The appointment of Bekir Bozdag as justice minister suggests that Turkey will see more judicial repression in the year or so left before the 2023 parliamentary and presidential elections. Bozdag is a long-standing member of President Tayyip Erdogan’s inner circle of sycophantic advisors and during his last stint as justice minister (2015-17) thousands were sacked, detained, or arrested in the aftermath of the 2016 failed coup.




Following the 28 January announcement that the outline of a deal with the International Monetary Fund (IMF) has been reached, President Alberto Fernandez travels to Russia and China. The trip will involve meetings with both Vladimir Putin and Xi Jinping. While the government has been downplaying its chances, the Argentine delegation will be hoping to expand its swap arrangement with the People’s Bank of China. Additionally, Argentina will join the Belt and Road Initiative; Fernandez is seeking investment and financing for infrastructure and energy projects worth up to USD 35bn, including the revival of stalled nuclear and hydro projects.

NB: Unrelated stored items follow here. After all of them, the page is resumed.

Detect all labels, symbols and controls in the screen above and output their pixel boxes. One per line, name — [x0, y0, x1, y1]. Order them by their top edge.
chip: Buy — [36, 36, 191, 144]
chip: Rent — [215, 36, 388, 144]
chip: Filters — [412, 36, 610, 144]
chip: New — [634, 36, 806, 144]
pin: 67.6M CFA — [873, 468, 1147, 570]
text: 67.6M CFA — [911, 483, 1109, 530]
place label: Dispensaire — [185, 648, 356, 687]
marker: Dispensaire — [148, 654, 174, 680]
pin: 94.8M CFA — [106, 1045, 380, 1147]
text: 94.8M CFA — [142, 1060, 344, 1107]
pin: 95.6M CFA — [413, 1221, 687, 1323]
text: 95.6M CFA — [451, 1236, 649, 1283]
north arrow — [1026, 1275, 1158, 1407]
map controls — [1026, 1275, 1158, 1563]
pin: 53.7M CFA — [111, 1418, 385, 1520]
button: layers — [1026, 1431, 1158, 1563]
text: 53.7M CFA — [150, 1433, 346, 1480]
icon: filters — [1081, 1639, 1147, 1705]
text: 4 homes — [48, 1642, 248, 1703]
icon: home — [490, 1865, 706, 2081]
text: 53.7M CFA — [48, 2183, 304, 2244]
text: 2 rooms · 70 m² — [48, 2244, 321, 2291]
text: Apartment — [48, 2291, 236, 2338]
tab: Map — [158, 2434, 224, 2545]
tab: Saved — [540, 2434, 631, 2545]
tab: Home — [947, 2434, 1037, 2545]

Parliament is expected to resume its debate on the controversial electronic transaction levy (e-levy) bill this week. The bill, which aims to impose a tax of 1.75% on transactions made on electronic or digital platforms, is part of the government’s proposed plans to boost revenues and stem rising concerns over its possible return to an IMF programme due to fiscal headwinds. However, the legislation has failed to gain parliamentary approval to date, owing to outrage from both the public opposition parties, who say the bill does not serve the interest of common people, and could jeopardize the government’s digitalization efforts and plans to introduce a digital currency.

The views and opinions in these articles are solely of the authors and do not necessarily reflect those of Teneo. They are offered to stimulate thought and discussion and not as legal, financial, accounting, tax or other professional advice or counsel.